When the Dothraki reappeared in season 7 to fight the Lannisters, Hayslett was overjoyed. “I was freaking out. I never had a prouder moment in my life. I was cheering, ‘Hell yah, but the Dothraki version,” he said.
This particular facet of the Game of Thrones fandom requires extracurricular work.
The pace of conversation in “Rhaesh Dothraki” Discord channel is casual and enthusiastic, structured around a daily question and vocabulary challenge. Discussions in Dothraki, the group’s only common tongue, ensues. “It’s as hard as any other language,” Adrian Gracia, a 19-year-old based in Spain who’s been learning Dothraki since 2018, told Refinery29.
In addition to going over grammar, the independent community of speakers has kept the language evolving beyond the show’s dispersed, Essos-set scenes.
“We get to steer it where we want to go. Which was one of my original motivations for learning Dothraki. I want to guide the life of a fictional language and to make sure it’s not as misogynist, violent, and hypermasculine as in the show. Let’s guide Dothraki to a gentler place,” Hayslett said.
Which is quite a goal, considering the Dothraki’s reputation as a notoriously violent people. In addition to being a war-mongerer, Khal Drogo (Jason Momoa) rapes his teen bride, Daenerys Targaryen (Emila Clarke), on their wedding night. All in a Khal’s day’s work.
But within the language, Hayslett sees evidence for another Dothraki — a society that’s not depicted in Game of Thrones. “There are gender neutral pronouns.

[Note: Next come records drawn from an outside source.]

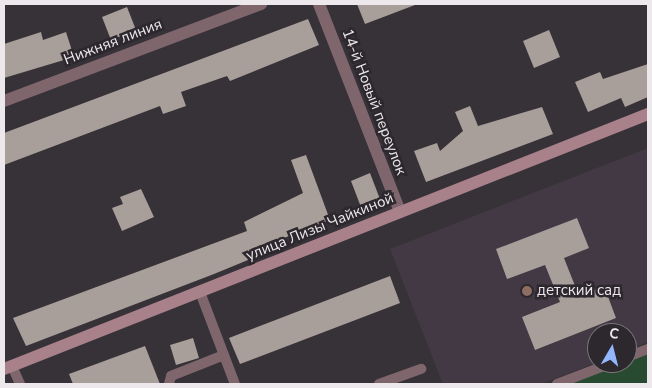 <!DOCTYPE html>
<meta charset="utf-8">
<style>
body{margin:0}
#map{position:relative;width:652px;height:388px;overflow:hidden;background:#373238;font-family:"Nunito Sans",sans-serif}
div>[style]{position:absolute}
.built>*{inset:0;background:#433944}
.green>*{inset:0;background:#274a31}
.building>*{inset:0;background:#a89e9a}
.service>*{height:10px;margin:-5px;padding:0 5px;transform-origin:5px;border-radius:5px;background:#7f666c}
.minor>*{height:12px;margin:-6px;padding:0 6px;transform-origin:6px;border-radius:6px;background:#7f666c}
.secondary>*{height:12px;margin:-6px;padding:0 6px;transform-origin:6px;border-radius:6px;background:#a9818b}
.dots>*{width:14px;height:14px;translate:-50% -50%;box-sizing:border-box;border:2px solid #2d282e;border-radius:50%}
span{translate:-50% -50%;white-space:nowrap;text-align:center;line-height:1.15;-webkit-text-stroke:5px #2d282e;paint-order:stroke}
.street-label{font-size:15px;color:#ece8ec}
.poi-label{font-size:15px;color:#ece8ec}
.left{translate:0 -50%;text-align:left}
.frame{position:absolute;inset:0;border:5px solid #ece8ec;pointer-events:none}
.north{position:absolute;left:587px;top:323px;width:50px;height:50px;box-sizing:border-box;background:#2d282e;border:1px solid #79757a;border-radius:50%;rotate:8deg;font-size:14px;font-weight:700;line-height:20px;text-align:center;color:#ece8ec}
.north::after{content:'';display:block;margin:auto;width:18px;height:22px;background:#92b7fd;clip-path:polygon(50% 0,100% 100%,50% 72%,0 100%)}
</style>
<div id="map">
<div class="built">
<i style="clip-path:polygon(648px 148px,648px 342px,627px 351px,627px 333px,597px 333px,597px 362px,541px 384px,443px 384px,390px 249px)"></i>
</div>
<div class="green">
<i style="clip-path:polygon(648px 349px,648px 384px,557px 384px,612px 363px,627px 363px,627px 357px)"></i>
</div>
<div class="building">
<i style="clip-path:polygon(357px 4px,415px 4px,415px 5px,365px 24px)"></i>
<i style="clip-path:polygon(127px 7px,136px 30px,111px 40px,102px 17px)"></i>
<i style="clip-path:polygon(308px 19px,319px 45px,230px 81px,227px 76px,181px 92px,186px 106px,163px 114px,160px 106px,4px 165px,4px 133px)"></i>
<i style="clip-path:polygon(549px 30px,560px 57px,534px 68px,523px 41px)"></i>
<i style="clip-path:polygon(41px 32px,43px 40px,66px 32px,74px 57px,4px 78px,4px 44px)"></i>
<i style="clip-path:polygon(648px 64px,648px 97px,625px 107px,621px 98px,588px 112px,575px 82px,600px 72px,603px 79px)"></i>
<i style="clip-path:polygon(470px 106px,478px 126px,542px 107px,553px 134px,426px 182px,414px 151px,437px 143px,440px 151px,463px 131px,455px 112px)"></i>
<i style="clip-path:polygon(306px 155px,330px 220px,246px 253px,248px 260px,214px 274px,26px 346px,13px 318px,247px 231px,244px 222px,303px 193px,291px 160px)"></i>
<i style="clip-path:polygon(370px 173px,383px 207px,364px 215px,351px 181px)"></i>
<i style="clip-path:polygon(141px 189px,154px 217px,122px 231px,112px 208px,123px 204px,120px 197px)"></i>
<i style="clip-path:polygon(577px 218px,589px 248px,564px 258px,579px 296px,604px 286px,616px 318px,535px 350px,522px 317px,560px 302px,545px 265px,507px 279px,496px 249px)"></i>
<i style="clip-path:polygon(390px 276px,400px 303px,240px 364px,229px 338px)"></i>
<i style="clip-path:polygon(193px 338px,199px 358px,176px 365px,170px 345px)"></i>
<i style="clip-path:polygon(145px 346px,160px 384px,73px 384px,69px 374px)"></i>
</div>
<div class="service">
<i style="left:200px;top:292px;width:98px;rotate:69.2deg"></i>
<i style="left:627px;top:357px;width:22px;rotate:-21deg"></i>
<i style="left:12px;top:366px;width:20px;rotate:66deg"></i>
<i style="left:169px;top:384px;width:8px;rotate:-76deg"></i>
<i style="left:171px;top:376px;width:57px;rotate:-21.6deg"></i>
<i style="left:379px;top:384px;width:45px;rotate:-19.7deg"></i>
<i style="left:557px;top:384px;width:59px;rotate:-20.9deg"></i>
</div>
<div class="minor">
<i style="left:319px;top:4px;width:223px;rotate:68.7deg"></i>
<i style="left:4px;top:101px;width:275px;rotate:-20.7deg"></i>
</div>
<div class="secondary">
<i style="left:4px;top:369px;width:693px;rotate:-21.6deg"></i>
</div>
<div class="dots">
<i style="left:527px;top:291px;background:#8d6e63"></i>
</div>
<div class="street-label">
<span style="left:113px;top:42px;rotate:-21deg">Нижняя линия</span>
<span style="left:374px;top:102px;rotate:69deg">14-й Новый переулок</span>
<span style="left:320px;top:227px;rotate:-22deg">улица Лизы Чайкиной</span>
</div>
<div class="poi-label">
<span class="left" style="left:537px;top:291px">детский сад</span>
</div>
<div class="frame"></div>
<div class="north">С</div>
</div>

They’re very anti-capitalist — there’s no such thing as ‘work,’ that’s a joy. They have a non-Western view of whiteness and Blackness. They have more words for kinds of brown skin tone than they do for white skin,” Hayslett said.
Offline, Hayslett and the group’s leader (or khal), a 20-year-old Minnesota-based linguistics student named Connor, try to coax that hidden Dothraki culture into being. They’re creating a Dothraki Atlas, with entries for the people’s diet, musical instruments, and life ceremonies, using the language as a primary source.
“I created an astrology system based on the time of day and season you were born. I’m a grass sister,” Hayslett confessed.
Most learners don’t quite approach Game of Thrones con-langs with Hayslett’s zeal. According to Duolingo, there are currently 913k actively High Valyrian learners, meaning people who have completed at least one lesson in the past 12 months, and 1.2 million people have started the course. From those numbers, it’s tough to glean how many people are regularly taking the course, and how far they’re proceeding.
While Emmert is aiming toward conversational fluency in High Valyrian, her priority is still on French and Spanish — the languages that allow her to travel the world, not just TV show universes.
“I would like to be fluent in real languages,” Emmert said. “But I hope that one day I might be able to pull up some High Valyrian phrases on the top of my head instead of having to look them up.”